On 16 January 2023, the Gauteng High Court ruled that a conveyancing attorney had a legal duty towards a property purchaser to implement adequate precautions and provide adequate warnings to protect the purchaser against her own email accounts being compromised by cyber fraud and was liable in delict for the purchaser’s loss for failing to do so. The judgment can be found here.
In a judgment that will be concerning to anyone dealing with electronic payments, the court accepted the purchaser’s argument that email is not secure and sending bank details by email is inherently dangerous. The court was of the view that implementing technical measures to transmit bank details by a secure portal accessed by two-factor authentication was appropriate to avert fraud, despite the fact that the evidence indicated that this was largely not common practice at the time. The court warned that if email is to be used to transmit bank details, it must be accompanied by other precautionary measures like telephonic confirmation or appropriate warnings that are securely communicated.
The dispute arose out of a conveyancing transaction in which the purchaser’s email account had been hacked by unknown fraudsters. The fraudsters had intercepted email communications from a conveyancing attorney who had been appointed by the seller in a property transaction. The fraudsters intercepted legitimate emails from the conveyancer and replaced these emails with forged emails emanating from email addresses designed to look almost identical to the conveyancer’s address. The purpose was to trick the purchaser into paying a substantial sum of money, intended to be paid to the conveyancing attorney’s trust account, into a different bank account. The fraud was sophisticated and was successful in deceiving the purchaser.

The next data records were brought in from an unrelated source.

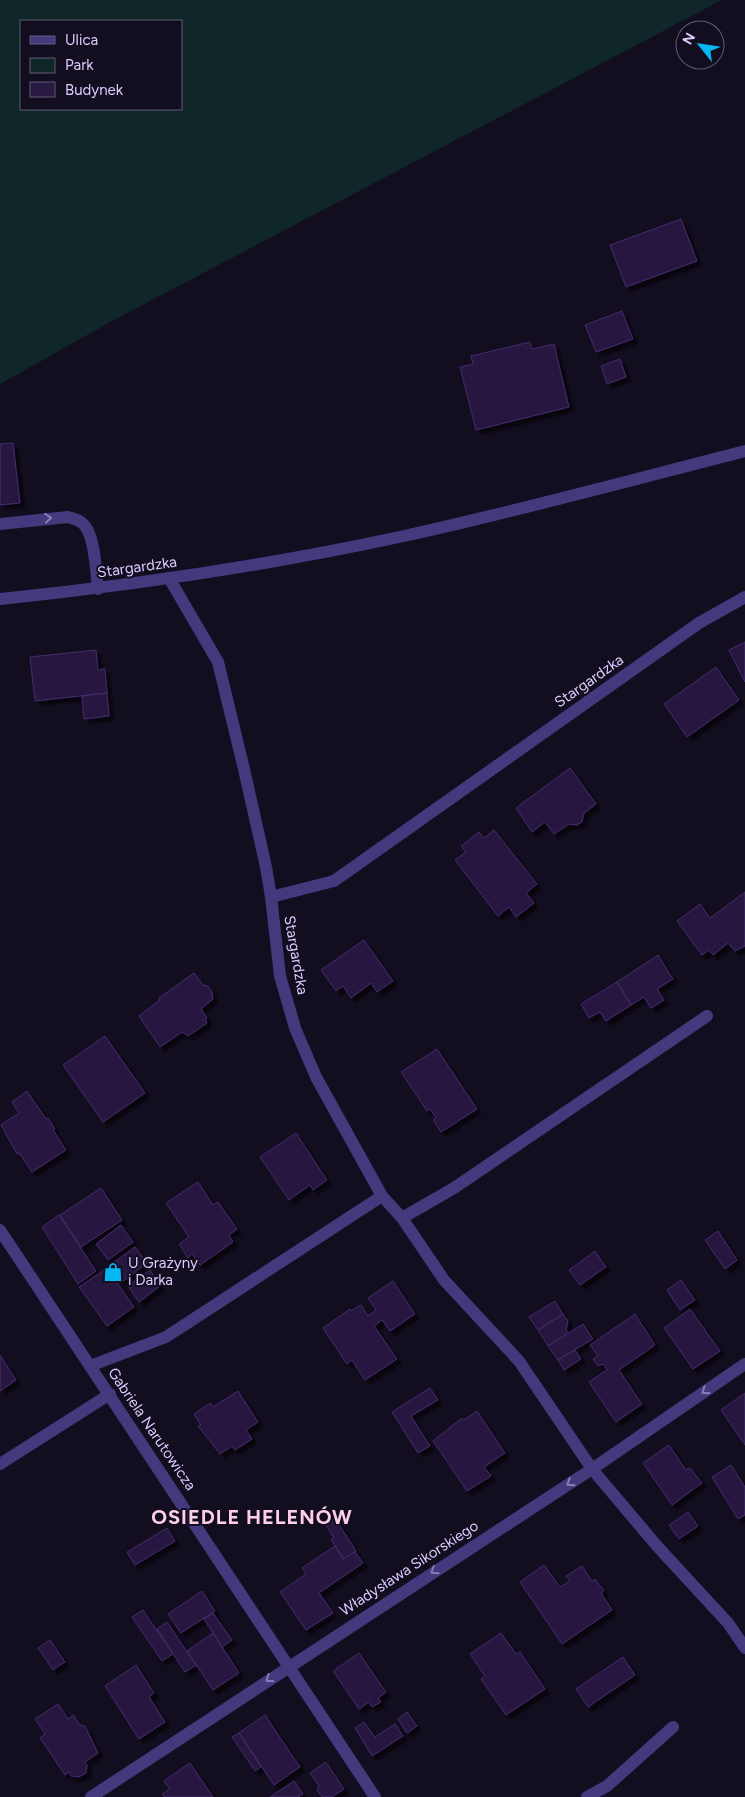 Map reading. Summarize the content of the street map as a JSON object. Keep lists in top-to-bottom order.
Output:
{
  "streets": {
    "street": ["Stargardzka", "Gabriela Narutowicza", "Władysława Sikorskiego"]
  },
  "crossings": [
    ["Stargardzka", "Władysława Sikorskiego"],
    ["Gabriela Narutowicza", "Władysława Sikorskiego"]
  ],
  "one_way": ["Władysława Sikorskiego"],
  "districts": ["OSIEDLE HELENÓW"],
  "places": {
    "shop": ["U Grażyny i Darka"]
  },
  "legend": ["Ulica", "Park", "Budynek"],
  "north": "top left"
}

The conveyancer strongly denied all liability to the purchaser and mounted a vigorous defence. After hearing evidence from both parties, including the evidence of conveyancing and technical experts, the court found the conveyancer to be liable in delict to compensate the purchaser for the money paid to the fraudster. Despite the fact that it was only the purchaser’s email account that was hacked and that the purchaser had made a substantial payment without noticing the incorrect address and without telephonically confirming the bank details, the court was of the view that the purchaser could not be faulted for placing their trust in the conveyancing attorneys. The court accordingly rejected the conveyancer’s alternative argument that the purchaser was herself contributorily negligent.
It is to be noted that this is a delictual case for pure economic loss arising out of an omission, which does not usually result in delictual liability. However, the Court stretched the boundaries of delictual liability in holding that considerations of legal and public policy demand that a legal duty, and consequent delictual liability, is recognised in the case of conveyancing attorneys in this factual situation. One of the key considerations, said the court, is that attorneys are better placed than individuals to respond to the ever-evolving threat of cyber crime.
This judgment will almost certainly be the subject of an appeal to a higher court. On appeal, a higher court will have an opportunity to reconsider the important and complex issues raised by this judgment and reach a different conclusion.